(Saved entries)
= = = = =
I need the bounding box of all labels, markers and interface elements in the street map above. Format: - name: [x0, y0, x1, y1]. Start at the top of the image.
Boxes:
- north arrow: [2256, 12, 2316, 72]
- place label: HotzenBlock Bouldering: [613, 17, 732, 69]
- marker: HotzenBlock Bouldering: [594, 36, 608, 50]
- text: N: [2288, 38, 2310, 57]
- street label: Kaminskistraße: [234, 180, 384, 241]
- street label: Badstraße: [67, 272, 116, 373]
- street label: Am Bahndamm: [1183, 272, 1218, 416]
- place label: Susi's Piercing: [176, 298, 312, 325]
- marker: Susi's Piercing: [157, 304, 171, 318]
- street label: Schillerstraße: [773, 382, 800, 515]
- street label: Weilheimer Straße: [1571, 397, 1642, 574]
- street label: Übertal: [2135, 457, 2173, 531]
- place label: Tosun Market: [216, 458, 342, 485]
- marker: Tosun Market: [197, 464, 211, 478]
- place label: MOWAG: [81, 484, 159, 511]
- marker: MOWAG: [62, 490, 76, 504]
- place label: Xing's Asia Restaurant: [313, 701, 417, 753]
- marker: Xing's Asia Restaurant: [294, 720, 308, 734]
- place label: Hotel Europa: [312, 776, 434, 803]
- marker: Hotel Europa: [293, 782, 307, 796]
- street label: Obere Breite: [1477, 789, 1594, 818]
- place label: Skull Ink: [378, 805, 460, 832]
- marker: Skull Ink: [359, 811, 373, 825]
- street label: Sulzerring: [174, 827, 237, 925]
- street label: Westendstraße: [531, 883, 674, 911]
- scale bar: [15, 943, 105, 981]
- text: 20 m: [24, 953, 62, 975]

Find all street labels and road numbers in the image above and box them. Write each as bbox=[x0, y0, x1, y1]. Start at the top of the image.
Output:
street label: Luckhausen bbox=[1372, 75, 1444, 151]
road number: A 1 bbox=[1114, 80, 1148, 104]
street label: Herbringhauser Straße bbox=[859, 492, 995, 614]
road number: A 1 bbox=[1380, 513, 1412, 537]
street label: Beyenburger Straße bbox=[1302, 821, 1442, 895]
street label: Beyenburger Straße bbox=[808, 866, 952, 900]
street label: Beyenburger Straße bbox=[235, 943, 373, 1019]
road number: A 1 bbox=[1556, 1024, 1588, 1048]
= = = = =
What the task requires => The records above are to be reproduced exactly, with nothing left out.

Solution =>
I need the bounding box of all labels, markers and interface elements in the street map above. Format: - name: [x0, y0, x1, y1]. Start at the top of the image.
Boxes:
- north arrow: [2256, 12, 2316, 72]
- place label: HotzenBlock Bouldering: [613, 17, 732, 69]
- marker: HotzenBlock Bouldering: [594, 36, 608, 50]
- text: N: [2288, 38, 2310, 57]
- street label: Kaminskistraße: [234, 180, 384, 241]
- street label: Badstraße: [67, 272, 116, 373]
- street label: Am Bahndamm: [1183, 272, 1218, 416]
- place label: Susi's Piercing: [176, 298, 312, 325]
- marker: Susi's Piercing: [157, 304, 171, 318]
- street label: Schillerstraße: [773, 382, 800, 515]
- street label: Weilheimer Straße: [1571, 397, 1642, 574]
- street label: Übertal: [2135, 457, 2173, 531]
- place label: Tosun Market: [216, 458, 342, 485]
- marker: Tosun Market: [197, 464, 211, 478]
- place label: MOWAG: [81, 484, 159, 511]
- marker: MOWAG: [62, 490, 76, 504]
- place label: Xing's Asia Restaurant: [313, 701, 417, 753]
- marker: Xing's Asia Restaurant: [294, 720, 308, 734]
- place label: Hotel Europa: [312, 776, 434, 803]
- marker: Hotel Europa: [293, 782, 307, 796]
- street label: Obere Breite: [1477, 789, 1594, 818]
- place label: Skull Ink: [378, 805, 460, 832]
- marker: Skull Ink: [359, 811, 373, 825]
- street label: Sulzerring: [174, 827, 237, 925]
- street label: Westendstraße: [531, 883, 674, 911]
- scale bar: [15, 943, 105, 981]
- text: 20 m: [24, 953, 62, 975]

Find all street labels and road numbers in the image above and box them. Write each as bbox=[x0, y0, x1, y1]. Start at the top of the image.
Output:
street label: Luckhausen bbox=[1372, 75, 1444, 151]
road number: A 1 bbox=[1114, 80, 1148, 104]
street label: Herbringhauser Straße bbox=[859, 492, 995, 614]
road number: A 1 bbox=[1380, 513, 1412, 537]
street label: Beyenburger Straße bbox=[1302, 821, 1442, 895]
street label: Beyenburger Straße bbox=[808, 866, 952, 900]
street label: Beyenburger Straße bbox=[235, 943, 373, 1019]
road number: A 1 bbox=[1556, 1024, 1588, 1048]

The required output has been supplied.